As per the IIP data, 12 out of the 23 industry groups in the manufacturing sector have shown negative growth in January 2020 as compared to the corresponding month of the previous year. The industry group ‘Printing and reproduction of recorded media’ has shown the highest negative growth of (-) 16.3 per cent followed by (-) 11.6 per cent in ‘Manufacture of computer, electronic and optical products’ and (-) 10.6 per cent in ‘Manufacture of motor vehicles, trailers and semi-trailers’.
After the IIP data was released, Congress leader Rahul Gandhi tweeted and urged the government to take this threat seriously . The Indian economy will be destroyed if strong action is not taken.
Here is Gandhi’s tweet on this regard.
The IIP data, which captures industrial growth in the organized sector, had not been very encouraging ever since the demonetization and thereafter the GST, created major disruptions in industrial activities both in organized as well as in the unorganized sector.
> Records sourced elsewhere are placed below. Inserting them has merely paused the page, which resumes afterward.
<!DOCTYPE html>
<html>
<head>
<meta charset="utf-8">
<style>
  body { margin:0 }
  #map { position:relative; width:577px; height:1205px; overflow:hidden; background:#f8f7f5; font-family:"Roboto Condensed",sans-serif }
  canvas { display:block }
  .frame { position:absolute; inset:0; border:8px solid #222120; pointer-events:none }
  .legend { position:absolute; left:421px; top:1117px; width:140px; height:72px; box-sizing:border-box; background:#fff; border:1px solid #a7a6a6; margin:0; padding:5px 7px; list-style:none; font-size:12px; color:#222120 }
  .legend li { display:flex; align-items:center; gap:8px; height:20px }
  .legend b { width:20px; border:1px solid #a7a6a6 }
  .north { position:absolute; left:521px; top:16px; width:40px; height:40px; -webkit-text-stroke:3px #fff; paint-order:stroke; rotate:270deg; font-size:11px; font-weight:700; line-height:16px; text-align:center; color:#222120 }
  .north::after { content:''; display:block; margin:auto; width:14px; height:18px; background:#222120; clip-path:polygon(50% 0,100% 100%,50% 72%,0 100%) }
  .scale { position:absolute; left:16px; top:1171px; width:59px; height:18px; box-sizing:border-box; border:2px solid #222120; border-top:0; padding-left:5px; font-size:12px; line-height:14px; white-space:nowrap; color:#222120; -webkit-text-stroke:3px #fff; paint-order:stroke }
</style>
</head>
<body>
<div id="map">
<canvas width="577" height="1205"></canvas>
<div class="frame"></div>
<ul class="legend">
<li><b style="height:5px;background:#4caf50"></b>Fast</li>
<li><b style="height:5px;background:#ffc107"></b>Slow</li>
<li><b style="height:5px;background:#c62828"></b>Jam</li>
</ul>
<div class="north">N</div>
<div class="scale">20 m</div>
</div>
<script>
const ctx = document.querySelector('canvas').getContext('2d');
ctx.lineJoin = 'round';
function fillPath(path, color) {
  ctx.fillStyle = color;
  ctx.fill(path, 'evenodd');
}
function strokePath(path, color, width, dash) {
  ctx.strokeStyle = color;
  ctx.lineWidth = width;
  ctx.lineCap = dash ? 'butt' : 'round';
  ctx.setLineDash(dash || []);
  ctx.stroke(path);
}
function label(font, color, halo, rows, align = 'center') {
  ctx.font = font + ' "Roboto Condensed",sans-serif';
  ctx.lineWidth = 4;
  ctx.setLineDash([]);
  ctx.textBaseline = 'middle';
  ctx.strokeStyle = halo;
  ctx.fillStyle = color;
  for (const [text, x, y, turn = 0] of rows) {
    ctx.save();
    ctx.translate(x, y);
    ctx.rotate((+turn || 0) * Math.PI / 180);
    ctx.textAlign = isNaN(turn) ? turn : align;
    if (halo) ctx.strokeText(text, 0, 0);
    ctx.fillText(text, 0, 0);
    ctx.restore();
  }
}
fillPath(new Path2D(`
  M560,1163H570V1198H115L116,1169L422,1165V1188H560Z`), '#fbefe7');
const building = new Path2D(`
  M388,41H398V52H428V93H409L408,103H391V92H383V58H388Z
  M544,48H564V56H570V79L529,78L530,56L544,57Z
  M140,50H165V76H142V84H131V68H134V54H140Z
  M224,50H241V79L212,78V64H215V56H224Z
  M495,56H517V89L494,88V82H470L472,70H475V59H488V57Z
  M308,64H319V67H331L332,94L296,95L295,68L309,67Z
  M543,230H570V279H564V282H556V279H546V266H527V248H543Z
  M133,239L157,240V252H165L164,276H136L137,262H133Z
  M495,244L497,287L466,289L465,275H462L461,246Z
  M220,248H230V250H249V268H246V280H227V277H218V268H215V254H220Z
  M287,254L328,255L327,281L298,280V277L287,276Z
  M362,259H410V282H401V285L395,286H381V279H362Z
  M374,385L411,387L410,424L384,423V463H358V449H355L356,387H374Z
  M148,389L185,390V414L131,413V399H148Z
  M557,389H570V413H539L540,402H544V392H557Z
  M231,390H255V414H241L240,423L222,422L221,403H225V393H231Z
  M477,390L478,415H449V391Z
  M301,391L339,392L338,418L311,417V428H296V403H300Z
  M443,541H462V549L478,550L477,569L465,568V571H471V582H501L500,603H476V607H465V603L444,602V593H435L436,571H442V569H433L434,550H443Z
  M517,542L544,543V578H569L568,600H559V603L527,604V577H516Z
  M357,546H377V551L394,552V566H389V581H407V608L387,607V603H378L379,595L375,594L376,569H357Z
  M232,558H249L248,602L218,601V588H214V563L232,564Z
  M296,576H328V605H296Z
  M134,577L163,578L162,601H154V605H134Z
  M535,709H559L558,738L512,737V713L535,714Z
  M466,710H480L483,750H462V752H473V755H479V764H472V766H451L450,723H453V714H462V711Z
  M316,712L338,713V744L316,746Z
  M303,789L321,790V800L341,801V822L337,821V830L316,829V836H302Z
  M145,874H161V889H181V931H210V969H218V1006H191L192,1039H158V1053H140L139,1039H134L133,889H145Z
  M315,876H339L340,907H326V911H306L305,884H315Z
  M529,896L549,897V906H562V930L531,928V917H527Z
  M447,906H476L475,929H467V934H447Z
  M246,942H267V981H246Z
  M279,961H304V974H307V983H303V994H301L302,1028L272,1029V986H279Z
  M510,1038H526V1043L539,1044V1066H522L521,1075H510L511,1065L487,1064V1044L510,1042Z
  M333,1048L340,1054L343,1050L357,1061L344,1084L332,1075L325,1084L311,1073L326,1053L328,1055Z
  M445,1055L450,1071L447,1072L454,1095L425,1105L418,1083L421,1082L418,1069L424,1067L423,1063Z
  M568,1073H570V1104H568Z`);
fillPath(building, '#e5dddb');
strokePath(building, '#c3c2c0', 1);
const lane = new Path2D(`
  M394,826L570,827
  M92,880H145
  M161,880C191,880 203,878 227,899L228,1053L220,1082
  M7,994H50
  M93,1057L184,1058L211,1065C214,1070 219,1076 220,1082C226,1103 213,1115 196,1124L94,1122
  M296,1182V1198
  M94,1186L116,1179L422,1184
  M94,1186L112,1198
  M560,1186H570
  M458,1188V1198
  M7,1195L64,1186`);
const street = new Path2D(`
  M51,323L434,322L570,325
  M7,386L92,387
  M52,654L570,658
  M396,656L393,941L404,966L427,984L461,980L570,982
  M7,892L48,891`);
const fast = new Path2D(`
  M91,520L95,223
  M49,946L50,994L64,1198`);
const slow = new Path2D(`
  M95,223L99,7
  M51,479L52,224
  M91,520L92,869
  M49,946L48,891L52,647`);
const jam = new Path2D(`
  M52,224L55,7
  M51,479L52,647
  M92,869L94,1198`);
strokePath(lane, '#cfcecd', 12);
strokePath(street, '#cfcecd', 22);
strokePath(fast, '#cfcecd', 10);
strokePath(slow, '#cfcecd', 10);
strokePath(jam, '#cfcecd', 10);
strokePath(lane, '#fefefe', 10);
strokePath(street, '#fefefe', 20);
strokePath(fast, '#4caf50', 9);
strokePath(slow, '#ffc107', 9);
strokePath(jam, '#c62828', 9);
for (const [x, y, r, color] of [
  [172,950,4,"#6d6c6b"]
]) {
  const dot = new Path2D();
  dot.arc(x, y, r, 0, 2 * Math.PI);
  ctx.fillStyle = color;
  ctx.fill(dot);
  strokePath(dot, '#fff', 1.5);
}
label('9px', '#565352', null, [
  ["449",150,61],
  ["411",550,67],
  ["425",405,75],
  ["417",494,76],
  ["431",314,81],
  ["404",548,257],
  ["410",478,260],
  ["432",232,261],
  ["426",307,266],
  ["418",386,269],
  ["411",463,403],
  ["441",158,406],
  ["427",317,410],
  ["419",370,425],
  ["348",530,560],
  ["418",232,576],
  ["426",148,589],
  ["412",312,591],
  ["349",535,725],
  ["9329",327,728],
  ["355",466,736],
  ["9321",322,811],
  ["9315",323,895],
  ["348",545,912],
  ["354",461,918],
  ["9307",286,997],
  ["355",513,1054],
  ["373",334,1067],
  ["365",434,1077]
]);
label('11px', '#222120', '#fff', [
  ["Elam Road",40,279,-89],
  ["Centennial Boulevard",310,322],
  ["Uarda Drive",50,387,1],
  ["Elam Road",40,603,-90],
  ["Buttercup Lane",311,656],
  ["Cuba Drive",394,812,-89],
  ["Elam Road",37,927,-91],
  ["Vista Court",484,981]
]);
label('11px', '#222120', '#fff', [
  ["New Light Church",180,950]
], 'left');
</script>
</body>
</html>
With no cash in hand to run factory operations, many small scale industries had to close down their shutters creating large scale unemployment. Since there are significant linkages between unorganized and organized sectors, things going wrong with the former does also impact the organized sector and the gloomy IIP data only proves that linkages and its negative impact. “What has compounded the pain for the manufacturing sector is the total collapse of consumption demand in the country since the beginning of this fiscal year (March 2019 onwards). Demand drivers for manufacturing growth emanating from consumer durables, auto, real estate and such likes had been quite weak” explains Sinha.
Does the RBI or the government have the policy space to give any momentum to the economy?
A section of economists are not very optimistic on this either. Given the government’s low taxation revenues, the fiscal space seems non-existent. The RBI on its part has already cut interest rates by 135 basis points in the last one year with little effect on credit disbursement. As the overall mood among people is pessimistic, no one wants to take the risk of taking loans from banks. So in such risk aversion atmosphere, even if RBI reduces the repo rates, it might not translate into driving consumption demand in the country.